[Start of section]

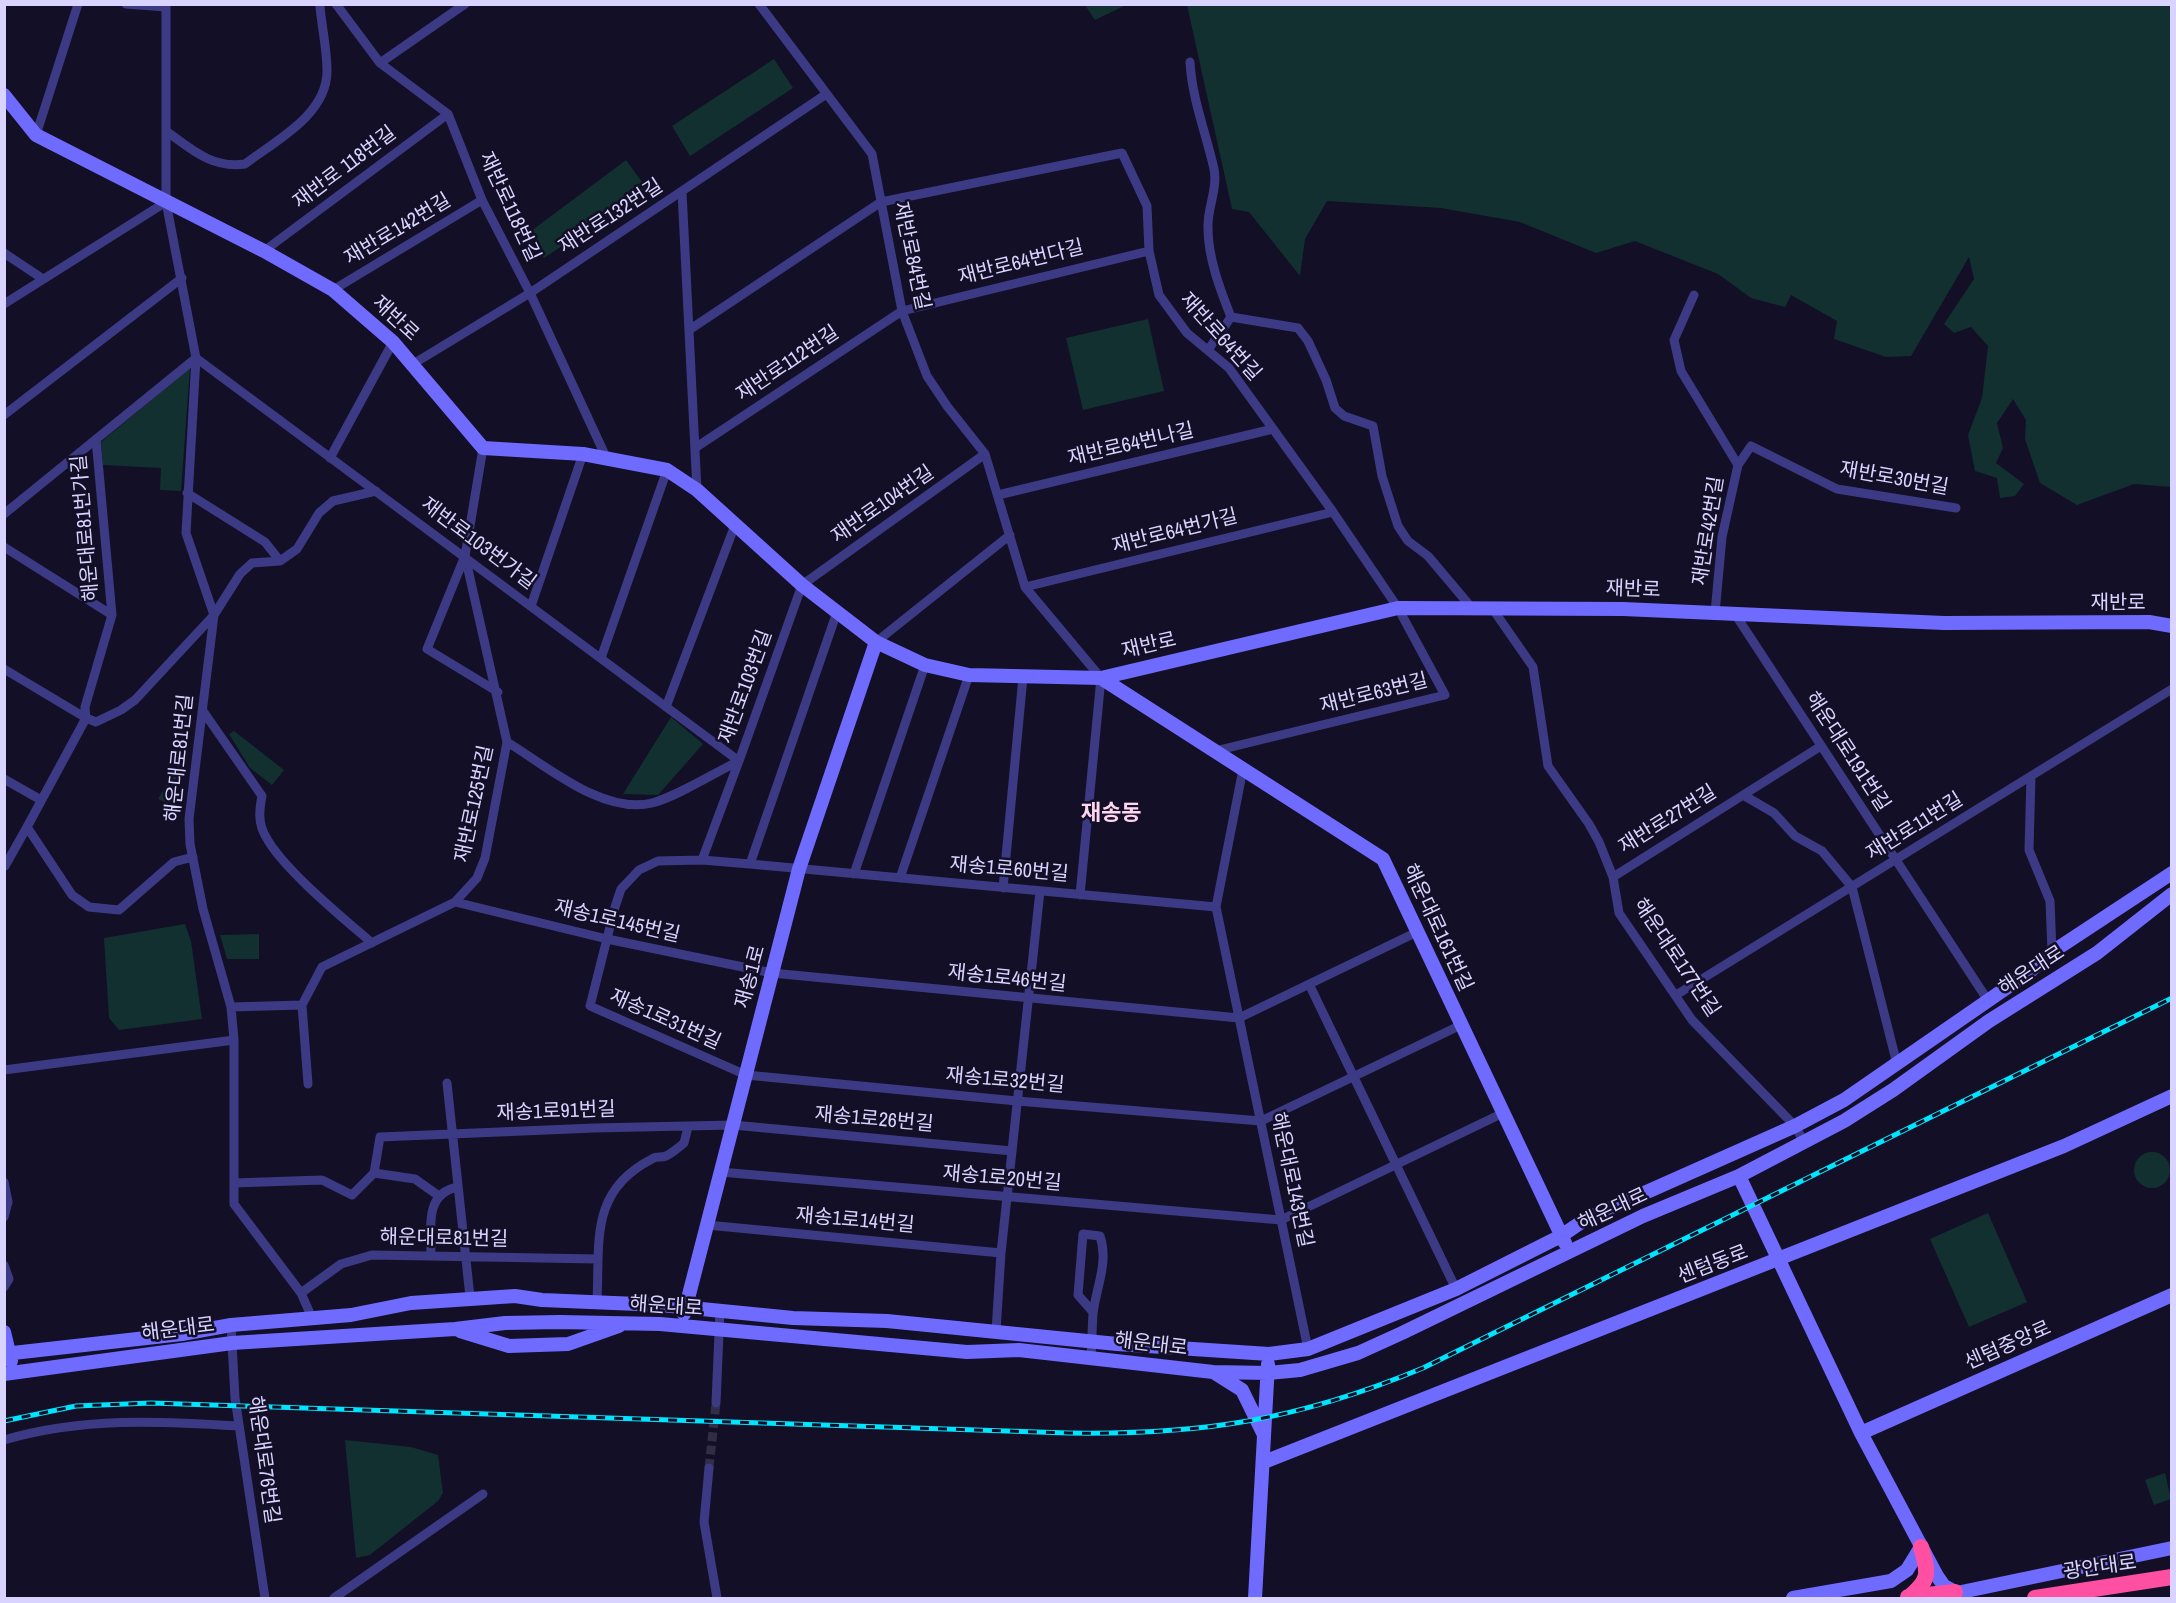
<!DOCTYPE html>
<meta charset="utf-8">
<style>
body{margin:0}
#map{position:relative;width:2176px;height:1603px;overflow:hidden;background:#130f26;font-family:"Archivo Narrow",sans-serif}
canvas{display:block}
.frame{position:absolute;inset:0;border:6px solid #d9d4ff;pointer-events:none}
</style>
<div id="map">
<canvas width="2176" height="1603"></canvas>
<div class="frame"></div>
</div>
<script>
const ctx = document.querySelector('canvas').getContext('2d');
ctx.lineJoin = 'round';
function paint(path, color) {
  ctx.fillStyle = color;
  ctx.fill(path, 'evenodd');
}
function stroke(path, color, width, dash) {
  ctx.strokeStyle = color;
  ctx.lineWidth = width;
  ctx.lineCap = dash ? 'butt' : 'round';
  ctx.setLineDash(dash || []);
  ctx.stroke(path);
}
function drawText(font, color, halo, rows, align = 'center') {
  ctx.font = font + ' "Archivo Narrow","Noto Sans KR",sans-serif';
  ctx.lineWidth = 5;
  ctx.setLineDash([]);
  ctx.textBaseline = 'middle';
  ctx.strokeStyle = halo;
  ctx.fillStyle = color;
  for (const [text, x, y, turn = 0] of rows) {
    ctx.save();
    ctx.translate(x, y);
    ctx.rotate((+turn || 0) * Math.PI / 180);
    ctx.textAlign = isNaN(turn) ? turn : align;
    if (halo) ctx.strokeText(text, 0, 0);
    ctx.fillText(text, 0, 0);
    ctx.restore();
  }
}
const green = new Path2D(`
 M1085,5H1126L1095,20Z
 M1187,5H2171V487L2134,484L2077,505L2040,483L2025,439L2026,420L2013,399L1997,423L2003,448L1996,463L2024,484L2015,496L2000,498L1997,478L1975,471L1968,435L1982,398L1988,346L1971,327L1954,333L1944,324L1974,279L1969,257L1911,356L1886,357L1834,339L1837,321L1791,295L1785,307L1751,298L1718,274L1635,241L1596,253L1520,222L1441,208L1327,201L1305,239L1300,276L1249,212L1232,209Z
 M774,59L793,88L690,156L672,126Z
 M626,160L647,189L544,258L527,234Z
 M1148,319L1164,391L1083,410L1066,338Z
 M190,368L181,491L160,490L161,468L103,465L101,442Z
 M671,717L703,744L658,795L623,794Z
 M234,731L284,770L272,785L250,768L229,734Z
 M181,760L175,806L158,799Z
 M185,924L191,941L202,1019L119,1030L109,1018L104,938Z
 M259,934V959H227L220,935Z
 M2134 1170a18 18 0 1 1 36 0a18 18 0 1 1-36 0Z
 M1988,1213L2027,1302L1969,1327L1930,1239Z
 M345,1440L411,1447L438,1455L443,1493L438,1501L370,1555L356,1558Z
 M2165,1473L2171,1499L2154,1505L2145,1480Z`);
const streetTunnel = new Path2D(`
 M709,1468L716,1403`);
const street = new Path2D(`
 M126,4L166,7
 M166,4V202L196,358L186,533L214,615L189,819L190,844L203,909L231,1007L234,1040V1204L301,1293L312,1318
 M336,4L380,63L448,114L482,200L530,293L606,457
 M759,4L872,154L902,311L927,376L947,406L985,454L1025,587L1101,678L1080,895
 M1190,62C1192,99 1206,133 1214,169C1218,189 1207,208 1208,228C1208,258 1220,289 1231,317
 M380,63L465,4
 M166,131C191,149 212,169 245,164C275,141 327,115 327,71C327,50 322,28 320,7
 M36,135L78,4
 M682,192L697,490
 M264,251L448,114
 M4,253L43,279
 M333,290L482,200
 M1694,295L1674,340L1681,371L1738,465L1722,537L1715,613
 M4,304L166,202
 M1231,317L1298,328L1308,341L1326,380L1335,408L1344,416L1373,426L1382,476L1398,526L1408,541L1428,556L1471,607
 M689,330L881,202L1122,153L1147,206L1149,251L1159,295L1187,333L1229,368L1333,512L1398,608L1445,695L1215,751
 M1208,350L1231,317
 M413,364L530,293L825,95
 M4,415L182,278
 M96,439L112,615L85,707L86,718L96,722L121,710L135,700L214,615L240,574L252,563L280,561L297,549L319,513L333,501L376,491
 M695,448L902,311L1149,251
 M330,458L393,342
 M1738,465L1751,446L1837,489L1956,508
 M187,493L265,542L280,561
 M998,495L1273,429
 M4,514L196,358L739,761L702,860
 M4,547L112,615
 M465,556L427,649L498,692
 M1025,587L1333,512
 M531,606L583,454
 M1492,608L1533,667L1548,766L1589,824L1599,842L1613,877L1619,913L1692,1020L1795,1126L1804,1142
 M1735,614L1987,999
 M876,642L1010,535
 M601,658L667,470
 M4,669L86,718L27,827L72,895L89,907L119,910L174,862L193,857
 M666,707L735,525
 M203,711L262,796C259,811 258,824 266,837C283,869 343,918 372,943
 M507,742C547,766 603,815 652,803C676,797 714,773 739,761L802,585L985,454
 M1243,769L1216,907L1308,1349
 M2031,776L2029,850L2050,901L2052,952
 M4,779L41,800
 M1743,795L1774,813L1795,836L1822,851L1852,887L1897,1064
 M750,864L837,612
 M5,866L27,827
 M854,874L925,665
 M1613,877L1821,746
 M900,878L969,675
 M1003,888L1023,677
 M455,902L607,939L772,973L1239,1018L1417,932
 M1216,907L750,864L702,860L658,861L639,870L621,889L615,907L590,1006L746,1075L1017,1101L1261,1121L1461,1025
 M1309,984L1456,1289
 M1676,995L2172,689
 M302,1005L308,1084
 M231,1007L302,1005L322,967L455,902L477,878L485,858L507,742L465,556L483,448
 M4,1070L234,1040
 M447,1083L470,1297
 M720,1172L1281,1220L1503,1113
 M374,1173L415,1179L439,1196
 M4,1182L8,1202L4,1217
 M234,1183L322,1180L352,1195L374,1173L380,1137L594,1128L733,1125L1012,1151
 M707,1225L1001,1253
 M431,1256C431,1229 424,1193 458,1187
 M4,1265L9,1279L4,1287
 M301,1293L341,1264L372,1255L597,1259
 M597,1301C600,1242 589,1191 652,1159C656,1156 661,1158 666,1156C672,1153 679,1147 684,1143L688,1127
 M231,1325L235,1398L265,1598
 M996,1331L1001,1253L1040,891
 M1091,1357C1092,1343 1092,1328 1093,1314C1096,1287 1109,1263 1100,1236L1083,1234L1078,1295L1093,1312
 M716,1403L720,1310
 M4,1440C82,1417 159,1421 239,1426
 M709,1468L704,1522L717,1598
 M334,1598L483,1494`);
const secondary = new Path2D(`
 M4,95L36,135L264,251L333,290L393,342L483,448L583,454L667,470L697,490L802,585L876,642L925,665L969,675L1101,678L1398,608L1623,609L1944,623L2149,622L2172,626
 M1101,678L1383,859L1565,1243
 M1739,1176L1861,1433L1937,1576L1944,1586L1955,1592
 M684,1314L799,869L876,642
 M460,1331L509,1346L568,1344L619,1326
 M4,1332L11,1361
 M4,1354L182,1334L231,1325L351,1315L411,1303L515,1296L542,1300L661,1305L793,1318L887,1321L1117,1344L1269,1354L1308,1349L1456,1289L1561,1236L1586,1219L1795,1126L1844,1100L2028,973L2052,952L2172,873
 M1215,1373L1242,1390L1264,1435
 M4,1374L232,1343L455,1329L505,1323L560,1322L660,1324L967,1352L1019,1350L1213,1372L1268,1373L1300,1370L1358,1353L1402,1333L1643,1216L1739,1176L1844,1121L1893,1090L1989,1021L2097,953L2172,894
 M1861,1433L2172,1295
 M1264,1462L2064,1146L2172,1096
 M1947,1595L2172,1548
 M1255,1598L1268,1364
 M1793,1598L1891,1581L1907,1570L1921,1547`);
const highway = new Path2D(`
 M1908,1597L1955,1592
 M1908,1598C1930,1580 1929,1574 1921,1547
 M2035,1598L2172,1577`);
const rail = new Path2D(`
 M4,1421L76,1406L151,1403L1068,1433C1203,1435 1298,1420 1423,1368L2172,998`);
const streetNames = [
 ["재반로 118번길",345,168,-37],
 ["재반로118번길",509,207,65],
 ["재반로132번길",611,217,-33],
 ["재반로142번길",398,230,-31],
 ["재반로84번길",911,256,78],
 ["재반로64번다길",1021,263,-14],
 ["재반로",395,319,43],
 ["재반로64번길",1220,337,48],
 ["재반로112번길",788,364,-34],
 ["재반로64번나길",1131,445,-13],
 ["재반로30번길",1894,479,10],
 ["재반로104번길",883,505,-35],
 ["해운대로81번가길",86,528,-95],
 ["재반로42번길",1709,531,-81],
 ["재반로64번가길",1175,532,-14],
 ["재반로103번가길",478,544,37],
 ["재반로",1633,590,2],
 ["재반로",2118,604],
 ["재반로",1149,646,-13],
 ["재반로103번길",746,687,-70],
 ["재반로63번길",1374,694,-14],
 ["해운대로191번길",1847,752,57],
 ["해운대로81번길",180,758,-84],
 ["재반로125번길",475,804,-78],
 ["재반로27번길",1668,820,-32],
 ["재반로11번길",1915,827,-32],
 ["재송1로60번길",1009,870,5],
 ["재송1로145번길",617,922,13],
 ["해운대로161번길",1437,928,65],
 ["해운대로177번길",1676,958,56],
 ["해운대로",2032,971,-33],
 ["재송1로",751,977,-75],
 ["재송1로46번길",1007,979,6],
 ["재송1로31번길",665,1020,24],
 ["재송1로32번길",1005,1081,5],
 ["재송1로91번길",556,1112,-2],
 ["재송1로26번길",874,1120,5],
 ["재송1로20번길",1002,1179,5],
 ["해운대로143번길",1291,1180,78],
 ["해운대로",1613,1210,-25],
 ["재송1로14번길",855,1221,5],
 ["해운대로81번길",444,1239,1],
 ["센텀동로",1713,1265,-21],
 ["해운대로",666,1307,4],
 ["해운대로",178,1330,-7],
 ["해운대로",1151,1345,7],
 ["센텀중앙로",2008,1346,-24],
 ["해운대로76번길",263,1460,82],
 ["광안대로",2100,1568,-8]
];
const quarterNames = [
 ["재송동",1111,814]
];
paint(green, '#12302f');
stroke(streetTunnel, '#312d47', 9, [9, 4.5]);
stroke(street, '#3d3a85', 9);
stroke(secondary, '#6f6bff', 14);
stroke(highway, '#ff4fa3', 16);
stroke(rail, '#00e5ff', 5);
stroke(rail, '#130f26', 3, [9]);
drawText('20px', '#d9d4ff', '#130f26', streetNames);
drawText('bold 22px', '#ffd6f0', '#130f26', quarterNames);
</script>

[End of section]

**Your objective**
Reprint exactly the lines above that start at the one with "M181,760L175,806L158,799Z" and end at the one with "M1243,769L1216,907L1308,1349", keeping both and adding none.

**Solved problem**
 M181,760L175,806L158,799Z
 M185,924L191,941L202,1019L119,1030L109,1018L104,938Z
 M259,934V959H227L220,935Z
 M2134 1170a18 18 0 1 1 36 0a18 18 0 1 1-36 0Z
 M1988,1213L2027,1302L1969,1327L1930,1239Z
 M345,1440L411,1447L438,1455L443,1493L438,1501L370,1555L356,1558Z
 M2165,1473L2171,1499L2154,1505L2145,1480Z`);
const streetTunnel = new Path2D(`
 M709,1468L716,1403`);
const street = new Path2D(`
 M126,4L166,7
 M166,4V202L196,358L186,533L214,615L189,819L190,844L203,909L231,1007L234,1040V1204L301,1293L312,1318
 M336,4L380,63L448,114L482,200L530,293L606,457
 M759,4L872,154L902,311L927,376L947,406L985,454L1025,587L1101,678L1080,895
 M1190,62C1192,99 1206,133 1214,169C1218,189 1207,208 1208,228C1208,258 1220,289 1231,317
 M380,63L465,4
 M166,131C191,149 212,169 245,164C275,141 327,115 327,71C327,50 322,28 320,7
 M36,135L78,4
 M682,192L697,490
 M264,251L448,114
 M4,253L43,279
 M333,290L482,200
 M1694,295L1674,340L1681,371L1738,465L1722,537L1715,613
 M4,304L166,202
 M1231,317L1298,328L1308,341L1326,380L1335,408L1344,416L1373,426L1382,476L1398,526L1408,541L1428,556L1471,607
 M689,330L881,202L1122,153L1147,206L1149,251L1159,295L1187,333L1229,368L1333,512L1398,608L1445,695L1215,751
 M1208,350L1231,317
 M413,364L530,293L825,95
 M4,415L182,278
 M96,439L112,615L85,707L86,718L96,722L121,710L135,700L214,615L240,574L252,563L280,561L297,549L319,513L333,501L376,491
 M695,448L902,311L1149,251
 M330,458L393,342
 M1738,465L1751,446L1837,489L1956,508
 M187,493L265,542L280,561
 M998,495L1273,429
 M4,514L196,358L739,761L702,860
 M4,547L112,615
 M465,556L427,649L498,692
 M1025,587L1333,512
 M531,606L583,454
 M1492,608L1533,667L1548,766L1589,824L1599,842L1613,877L1619,913L1692,1020L1795,1126L1804,1142
 M1735,614L1987,999
 M876,642L1010,535
 M601,658L667,470
 M4,669L86,718L27,827L72,895L89,907L119,910L174,862L193,857
 M666,707L735,525
 M203,711L262,796C259,811 258,824 266,837C283,869 343,918 372,943
 M507,742C547,766 603,815 652,803C676,797 714,773 739,761L802,585L985,454
 M1243,769L1216,907L1308,1349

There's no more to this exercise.